Eight years ago, I first encountered the writings of Jhumpa Lahiri. Last Monday, Lahiri visited Brown to lead an undergraduate seminar and participate in a public conversation. My experience that afternoon felt circular: The author whose work had once shaped my early understanding of creativity had returned to expand it.
The world has persistently defined Lahiri in narrow terms. She has been cast as the voice of the Indian-American experience, the representative of a “community” and a symbol of diversity within the literary field. Those labels, though well-intentioned, are also reductive. They treat her writing as a cultural phenomenon rather than an act of imagination.
During her seminar, Lahiri commented on the idea of “relatability.” Though she’s often told that her stories resonate with children of immigrants, she doesn’t see relatability as central, or even relevant, to the project of literature, she said. If she had only read books she could recognize herself in, she added, she might never have discovered personal meaning in fiction at all. Literature, for her, is not a mirror but a bridge that allows one to cross into another life, another consciousness or another world. What makes Lahiri’s writing compelling is not its relatable nature, it is her ability to capture the human mind and soul beyond exterior labels.

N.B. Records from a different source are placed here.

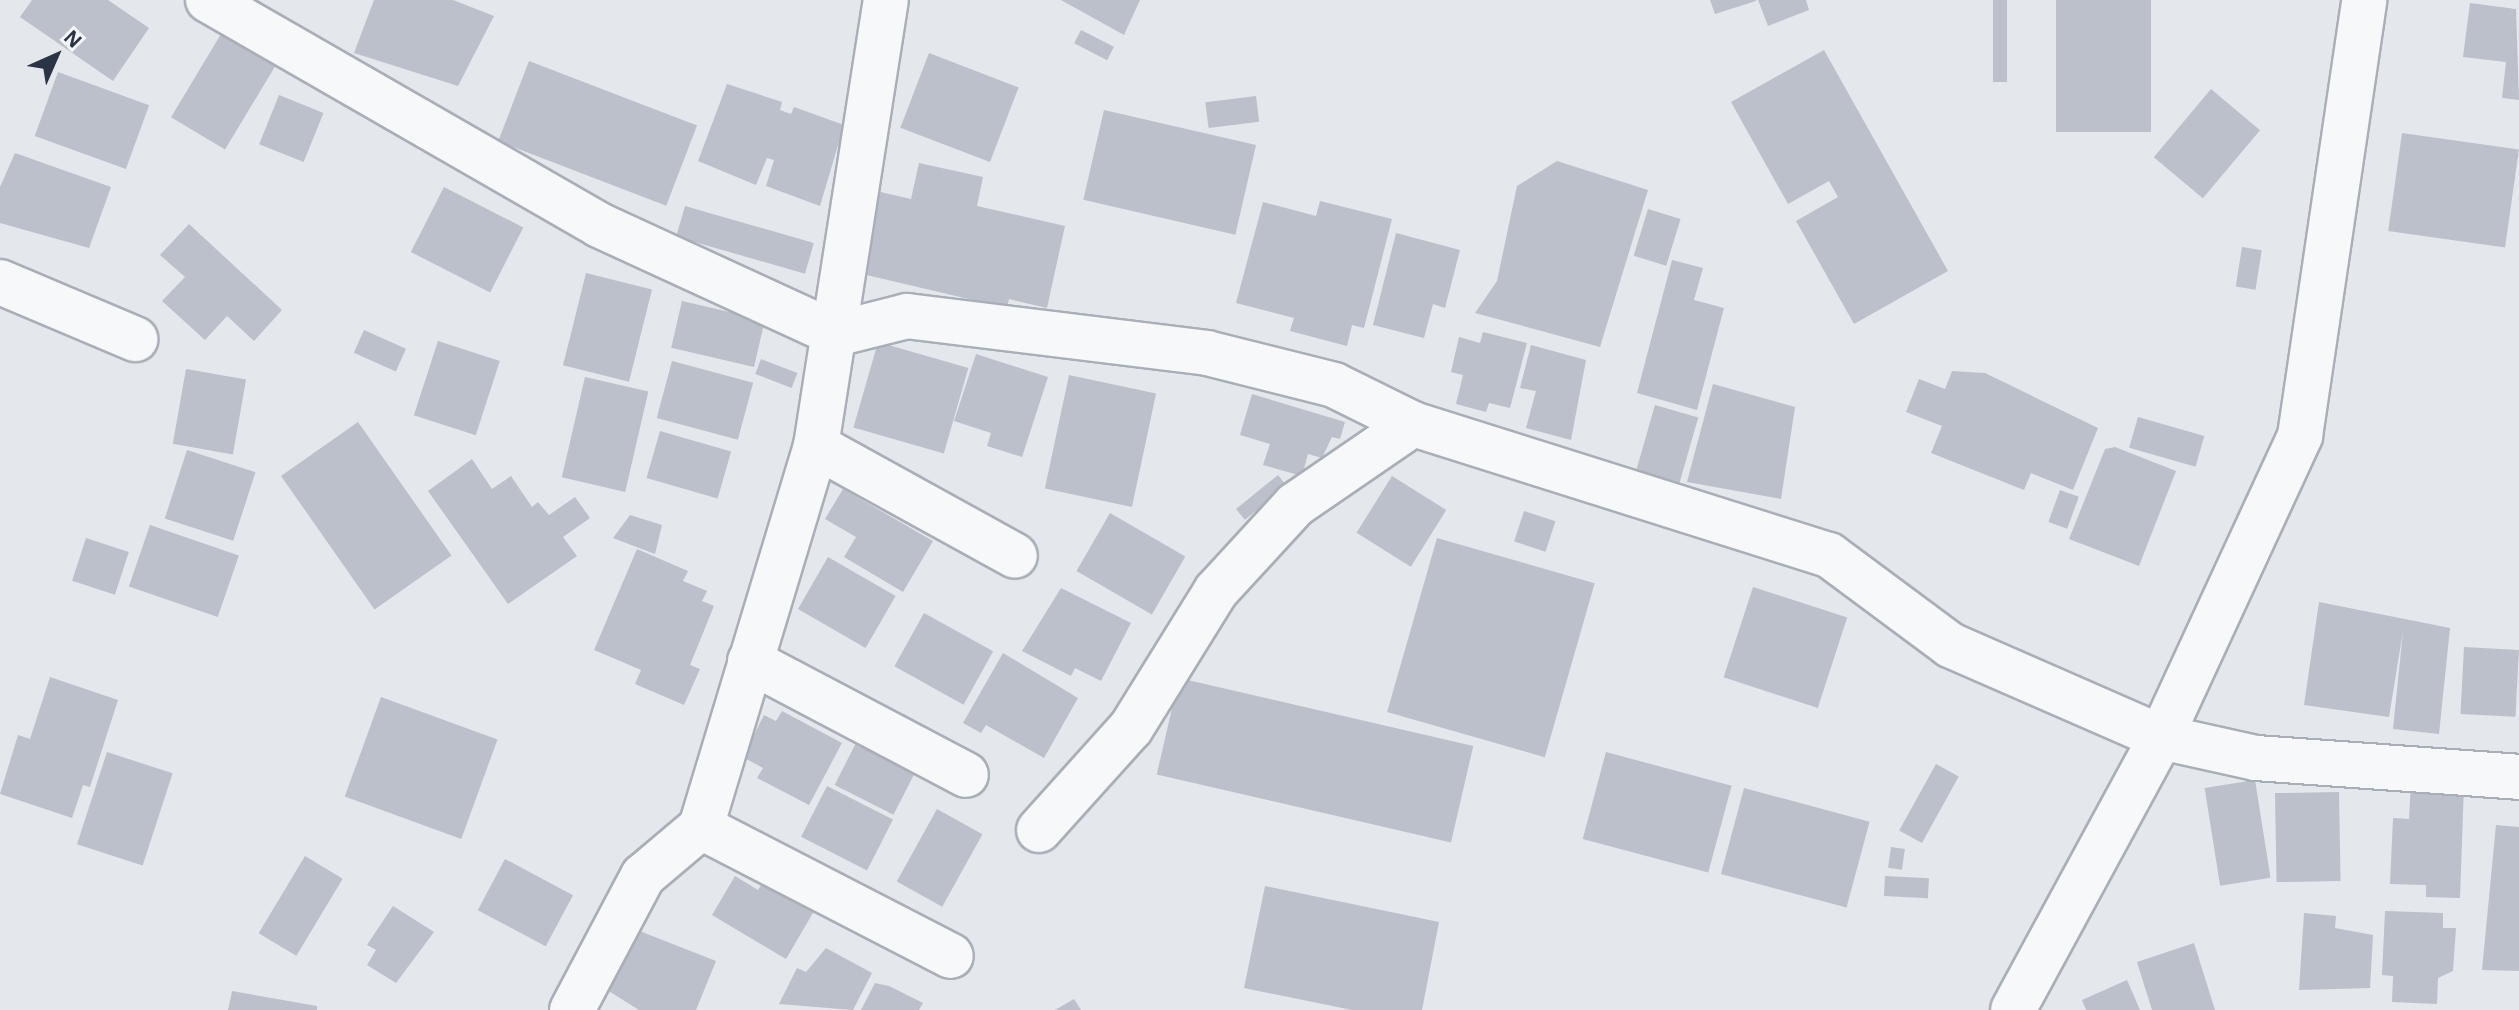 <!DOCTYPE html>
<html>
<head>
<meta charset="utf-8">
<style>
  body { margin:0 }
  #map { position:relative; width:2519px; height:1010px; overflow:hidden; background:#e4e7ec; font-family:"Alegreya Sans",sans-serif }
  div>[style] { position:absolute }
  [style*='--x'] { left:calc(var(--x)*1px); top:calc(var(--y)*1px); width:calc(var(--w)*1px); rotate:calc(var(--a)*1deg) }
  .building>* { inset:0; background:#bbc0ca; transform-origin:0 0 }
  .roads { filter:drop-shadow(2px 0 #a9aeb7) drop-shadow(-2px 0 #a9aeb7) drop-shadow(0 2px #a9aeb7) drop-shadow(0 -2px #a9aeb7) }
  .minor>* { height:44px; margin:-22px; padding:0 22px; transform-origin:22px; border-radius:22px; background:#f7f8fa }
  span { translate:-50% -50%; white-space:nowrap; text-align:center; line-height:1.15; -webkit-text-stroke:8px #f4f6f9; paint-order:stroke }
  .north { position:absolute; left:16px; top:16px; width:80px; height:80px; -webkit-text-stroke:6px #f4f6f9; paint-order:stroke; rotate:45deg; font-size:22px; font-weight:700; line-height:32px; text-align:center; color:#2b3445 }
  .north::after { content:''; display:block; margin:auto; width:28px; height:36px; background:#2b3445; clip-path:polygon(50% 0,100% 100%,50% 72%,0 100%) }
</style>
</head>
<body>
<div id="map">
  <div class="building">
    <i style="clip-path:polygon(32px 0,108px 0,149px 28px,113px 81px,20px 17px)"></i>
    <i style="clip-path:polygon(374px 0,453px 0,494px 16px,458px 86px,354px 53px)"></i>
    <i style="clip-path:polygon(1061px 0,1140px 0,1124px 35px)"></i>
    <i style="clip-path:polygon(1710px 0,1756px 0,1756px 1px,1715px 14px)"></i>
    <i style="clip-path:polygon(1758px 0,1806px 0,1809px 10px,1768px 26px)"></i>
    <i style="left:1993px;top:0;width:14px;height:82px"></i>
    <i style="left:2056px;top:0;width:95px;height:132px"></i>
    <i style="clip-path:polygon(2470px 3px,2516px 9px,2519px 100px,2502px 98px,2506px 62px,2463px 57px)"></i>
    <i style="left:1081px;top:30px;width:37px;height:15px;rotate:27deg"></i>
    <i style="left:221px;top:34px;width:63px;height:97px;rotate:31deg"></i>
    <i style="clip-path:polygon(1824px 50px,1948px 271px,1854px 324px,1796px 221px,1838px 197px,1829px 181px,1788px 204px,1731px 102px)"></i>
    <i style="left:929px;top:53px;width:96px;height:80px;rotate:21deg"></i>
    <i style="left:529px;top:61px;width:180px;height:86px;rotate:21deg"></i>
    <i style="left:58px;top:72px;width:97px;height:68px;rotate:20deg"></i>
    <i style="clip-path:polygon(727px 84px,782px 102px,780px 110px,791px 114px,794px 107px,844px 125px,820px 206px,766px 186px,774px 160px,767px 158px,756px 185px,698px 161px)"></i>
    <i style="left:2211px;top:89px;width:64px;height:89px;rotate:40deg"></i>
    <i style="left:279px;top:95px;width:48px;height:53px;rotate:22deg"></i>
    <i style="left:1256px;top:96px;width:26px;height:51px;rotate:83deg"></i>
    <i style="left:1104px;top:110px;width:156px;height:92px;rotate:13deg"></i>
    <i style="left:2402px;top:133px;width:118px;height:99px;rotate:8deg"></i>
    <i style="clip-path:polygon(15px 153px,111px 187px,89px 248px,0 223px,0 187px)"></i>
    <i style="clip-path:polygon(1557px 161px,1648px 190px,1600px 347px,1475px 313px,1497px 281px,1517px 186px)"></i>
    <i style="clip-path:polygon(919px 163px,983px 177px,977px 206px,1065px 226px,1047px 308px,1009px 299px,1007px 308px,858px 273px,876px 191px,911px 199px)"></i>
    <i style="left:444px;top:187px;width:89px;height:73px;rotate:27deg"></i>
    <i style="clip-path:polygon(1320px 201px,1392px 219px,1364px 328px,1352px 325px,1347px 346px,1290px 331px,1294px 318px,1236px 303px,1263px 202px,1316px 216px)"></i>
    <i style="left:685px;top:206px;width:134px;height:32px;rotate:16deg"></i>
    <i style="left:1648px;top:209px;width:34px;height:49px;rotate:17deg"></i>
    <i style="clip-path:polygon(189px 224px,282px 310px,254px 341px,227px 316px,205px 340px,162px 301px,185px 277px,160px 255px)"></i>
    <i style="clip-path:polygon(1396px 233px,1460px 250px,1445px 308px,1433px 304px,1424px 338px,1373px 325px)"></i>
    <i style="left:2242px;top:247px;width:20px;height:40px;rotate:9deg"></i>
    <i style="clip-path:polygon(1672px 260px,1703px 268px,1694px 300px,1724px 308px,1697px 410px,1637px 393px)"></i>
    <i style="left:586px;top:273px;width:68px;height:95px;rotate:14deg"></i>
    <i style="left:682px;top:301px;width:85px;height:48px;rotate:13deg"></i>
    <i style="left:364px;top:330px;width:46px;height:25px;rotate:24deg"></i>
    <i style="clip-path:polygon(1483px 332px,1527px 343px,1510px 408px,1489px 403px,1486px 412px,1456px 404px,1463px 375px,1451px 372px,1459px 337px,1480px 343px)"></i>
    <i style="left:438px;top:341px;width:65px;height:78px;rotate:18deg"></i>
    <i style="left:878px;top:342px;width:94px;height:89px;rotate:16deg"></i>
    <i style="clip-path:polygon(1531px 345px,1586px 360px,1571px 440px,1526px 428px,1536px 391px,1520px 388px)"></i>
    <i style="clip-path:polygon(976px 354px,1048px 377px,1022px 457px,987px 446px,991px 433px,954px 421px)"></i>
    <i style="left:761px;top:359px;width:39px;height:16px;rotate:21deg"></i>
    <i style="left:672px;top:361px;width:84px;height:59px;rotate:15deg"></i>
    <i style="left:186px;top:369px;width:61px;height:76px;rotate:10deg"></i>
    <i style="clip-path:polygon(1952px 371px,1985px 373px,2098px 428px,2073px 490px,2031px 473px,2024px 490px,1931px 453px,1942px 426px,1906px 412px,1919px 379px,1945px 389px)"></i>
    <i style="left:1069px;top:375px;width:89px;height:116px;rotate:12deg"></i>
    <i style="left:585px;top:377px;width:65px;height:103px;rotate:13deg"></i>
    <i style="clip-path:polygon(1713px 384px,1795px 407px,1781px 499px,1687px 482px)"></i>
    <i style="clip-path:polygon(1252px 394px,1345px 422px,1340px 439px,1332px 437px,1322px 458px,1308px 454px,1302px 476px,1263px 465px,1270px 444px,1240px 435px)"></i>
    <i style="left:1655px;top:405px;width:45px;height:71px;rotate:16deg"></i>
    <i style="left:2138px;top:417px;width:69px;height:32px;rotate:16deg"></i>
    <i style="left:358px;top:422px;width:163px;height:94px;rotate:55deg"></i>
    <i style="left:660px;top:431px;width:74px;height:49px;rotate:16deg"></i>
    <i style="clip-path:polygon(2115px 447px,2176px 471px,2139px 566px,2069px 539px,2105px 449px)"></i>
    <i style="left:187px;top:450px;width:72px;height:72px;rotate:18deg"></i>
    <i style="clip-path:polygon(472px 459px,492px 489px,511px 476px,532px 507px,538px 502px,549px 515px,575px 497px,590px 518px,563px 537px,577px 556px,508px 604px,428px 491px)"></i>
    <i style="left:1278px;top:475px;width:14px;height:54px;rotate:51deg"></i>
    <i style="left:1392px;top:476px;width:64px;height:67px;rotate:32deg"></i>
    <i style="clip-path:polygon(843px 489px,933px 541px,903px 592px,844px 557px,856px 537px,825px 519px)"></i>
    <i style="left:2060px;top:490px;width:20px;height:34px;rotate:20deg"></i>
    <i style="left:1524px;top:511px;width:33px;height:32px;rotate:18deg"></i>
    <i style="left:1110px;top:513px;width:87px;height:67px;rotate:30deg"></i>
    <i style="clip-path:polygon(630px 515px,662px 525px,655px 554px,613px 538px)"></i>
    <i style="left:150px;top:525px;width:94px;height:65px;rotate:19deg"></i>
    <i style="left:86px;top:538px;width:45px;height:45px;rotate:18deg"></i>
    <i style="left:1437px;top:538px;width:164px;height:181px;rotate:16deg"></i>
    <i style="clip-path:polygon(637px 549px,688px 571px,683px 581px,707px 591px,702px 601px,714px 606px,690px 665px,700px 669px,684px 705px,635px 684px,641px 670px,594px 650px)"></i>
    <i style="left:828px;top:557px;width:78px;height:60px;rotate:30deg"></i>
    <i style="left:1753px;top:587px;width:99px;height:95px;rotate:18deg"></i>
    <i style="clip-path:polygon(1061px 588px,1131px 623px,1101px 681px,1075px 668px,1071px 676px,1022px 651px)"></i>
    <i style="clip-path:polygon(2319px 602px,2450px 628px,2439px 734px,2393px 729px,2403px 631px,2389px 717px,2304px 705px)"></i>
    <i style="left:924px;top:613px;width:79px;height:61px;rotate:29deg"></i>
    <i style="left:2464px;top:647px;width:55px;height:67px;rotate:3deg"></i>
    <i style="clip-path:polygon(1003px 653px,1078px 698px,1044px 758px,986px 725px,981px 733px,963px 723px)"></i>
    <i style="clip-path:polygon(50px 677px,118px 700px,90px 787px,83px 785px,72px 818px,0 794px,18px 735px,30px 739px)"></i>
    <i style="left:1179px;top:678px;width:302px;height:99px;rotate:13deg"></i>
    <i style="left:381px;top:697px;width:124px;height:106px;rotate:20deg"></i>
    <i style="clip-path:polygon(782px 711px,842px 743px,809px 805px,757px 778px,763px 768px,743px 757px,764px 715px,776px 721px)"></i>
    <i style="left:856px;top:743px;width:66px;height:47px;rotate:27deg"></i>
    <i style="left:107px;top:752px;width:69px;height:97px;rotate:18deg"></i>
    <i style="left:1606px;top:752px;width:130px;height:90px;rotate:15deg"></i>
    <i style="left:1936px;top:764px;width:26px;height:76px;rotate:29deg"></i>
    <i style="left:2255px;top:780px;width:99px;height:51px;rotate:81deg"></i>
    <i style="clip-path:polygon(2411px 782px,2464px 785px,2460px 898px,2426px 897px,2426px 885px,2390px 884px,2393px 818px,2409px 819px)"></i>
    <i style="left:827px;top:786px;width:74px;height:57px;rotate:27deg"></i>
    <i style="left:1744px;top:788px;width:130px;height:89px;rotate:15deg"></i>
    <i style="left:2339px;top:792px;width:89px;height:64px;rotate:89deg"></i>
    <i style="left:937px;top:809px;width:52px;height:83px;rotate:29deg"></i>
    <i style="clip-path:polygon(2496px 825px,2519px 827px,2519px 971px,2482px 970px)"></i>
    <i style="left:1891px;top:847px;width:14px;height:21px;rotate:8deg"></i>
    <i style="left:305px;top:856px;width:44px;height:90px;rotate:31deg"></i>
    <i style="left:505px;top:859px;width:77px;height:58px;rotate:28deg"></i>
    <i style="clip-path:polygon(735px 876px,758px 890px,767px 876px,817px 906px,786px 959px,712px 915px)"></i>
    <i style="left:1885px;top:876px;width:44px;height:20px;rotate:3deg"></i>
    <i style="clip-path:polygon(1265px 886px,1439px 922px,1422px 1010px,1352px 1010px,1244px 988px)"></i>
    <i style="clip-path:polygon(393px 906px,434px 932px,396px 983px,367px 965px,376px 950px,367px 945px)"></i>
    <i style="clip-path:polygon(2385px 911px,2443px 913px,2443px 928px,2456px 928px,2453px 971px,2438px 978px,2437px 1004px,2392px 1002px,2393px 976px,2382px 975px)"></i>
    <i style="clip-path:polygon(2304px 913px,2336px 916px,2335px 928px,2373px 935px,2370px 988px,2299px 990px)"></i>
    <i style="clip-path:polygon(632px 928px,716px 961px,696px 1010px,639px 1010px,607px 990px)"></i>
    <i style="clip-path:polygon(2194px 943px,2215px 1010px,2152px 1010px,2137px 962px)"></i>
    <i style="clip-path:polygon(826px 948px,872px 973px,853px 1010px,779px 1004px,797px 968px,806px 972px)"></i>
    <i style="clip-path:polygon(2127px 980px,2140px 1010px,2086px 1010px,2082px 1000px)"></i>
    <i style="clip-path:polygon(875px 983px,889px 986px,923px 1003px,919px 1010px,861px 1010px)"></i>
    <i style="clip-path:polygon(232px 991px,317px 1006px,317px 1010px,228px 1010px)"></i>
    <i style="clip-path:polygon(1074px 999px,1081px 1010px,1055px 1010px)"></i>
  </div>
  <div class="roads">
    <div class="minor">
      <i style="--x:208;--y:0;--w:451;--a:29.9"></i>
      <i style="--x:599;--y:225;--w:261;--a:24.7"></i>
      <i style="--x:836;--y:334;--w:73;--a:-14.2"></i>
      <i style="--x:907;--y:316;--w:302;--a:7"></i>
      <i style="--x:1207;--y:353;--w:131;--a:14.1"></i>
      <i style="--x:1334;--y:385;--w:88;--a:26.3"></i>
      <i style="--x:1413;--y:424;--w:436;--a:17.5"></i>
      <i style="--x:1829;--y:555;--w:151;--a:36.6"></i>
      <i style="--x:1950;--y:645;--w:230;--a:23.6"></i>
      <i style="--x:2161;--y:737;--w:97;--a:12.5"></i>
      <i style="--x:2256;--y:758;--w:264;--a:4.1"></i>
      <i style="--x:0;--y:282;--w:147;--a:22.9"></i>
      <i style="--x:816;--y:446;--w:227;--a:28.9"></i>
      <i style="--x:750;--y:661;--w:244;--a:27.8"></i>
      <i style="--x:701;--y:827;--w:281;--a:27.3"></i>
      <i style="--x:1039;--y:830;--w:137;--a:-48"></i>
      <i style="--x:1131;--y:728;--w:161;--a:-58.2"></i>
      <i style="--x:1216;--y:591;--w:117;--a:-47.4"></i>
      <i style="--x:1295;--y:505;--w:143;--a:-34.5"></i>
      <i style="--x:572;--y:1010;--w:152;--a:-62.1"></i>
      <i style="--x:643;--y:876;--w:76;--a:-40.2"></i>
      <i style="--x:701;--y:827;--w:398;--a:-73.2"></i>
      <i style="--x:816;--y:446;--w:451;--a:-81.1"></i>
      <i style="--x:2013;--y:1010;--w:311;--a:-61.5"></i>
      <i style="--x:2161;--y:737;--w:332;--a:-65.2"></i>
      <i style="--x:2300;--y:436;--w:441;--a:-81.6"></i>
    </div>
  </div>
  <div class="north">N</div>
</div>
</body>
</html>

Listening to Lahiri speak about the criticism she faced for choosing to write in Italian rather than English, I was struck by how selfishly the Anglosphere has treated her. The public has tried to interpret her, to box her in and to claim ownership over her stories. Again and again, she’s been asked to explain herself. And no answer she gives ever seems to satisfy, because people aren’t looking for truth: They’re looking for confirmation of their own idea of who she’s supposed to be, not who she actually is as a writer. Creativity often becomes political whether the artist intended it or not. But writing should not have to serve anyone’s agenda.
In its truest form, the act of writing is one of the few human activities that can exist outside of validation, approval or consensus. Writing begins in solitude, before the audience enters the room. It requires no permission to begin and no justification to continue. It is an act of autonomy where one can decide for oneself what deserves attention, what deserves language and what deserves permanence.
To write is to be radically free. It is to insist that expression itself, not its reception, is the point. And in that freedom, we come closest to what it means to be fully sentient, alive beings.
Radical freedom is not rebellion, which remains dependent on what it resists. Radical freedom is quieter and more difficult because it is the decision to think, live and create without defining oneself against anything at all. It’s the ability to exist outside the frameworks that require explanation or conformity.
That kind of total freedom can feel intimidating. To live or write authentically often means stepping away from what is recognizable. It requires faith that meaning does not need to be understood to be real. That ambiguity also holds immense possibility. Every time I write, I rediscover that I can begin again. I can transform, contradict myself and still remain whole.
The world will always try to make sense of us, to assign categories and determine intentions. But creative writing offers a refuge from that. Lahiri’s bravery and resistance sets an example that is both inspiring and promising for writers everywhere.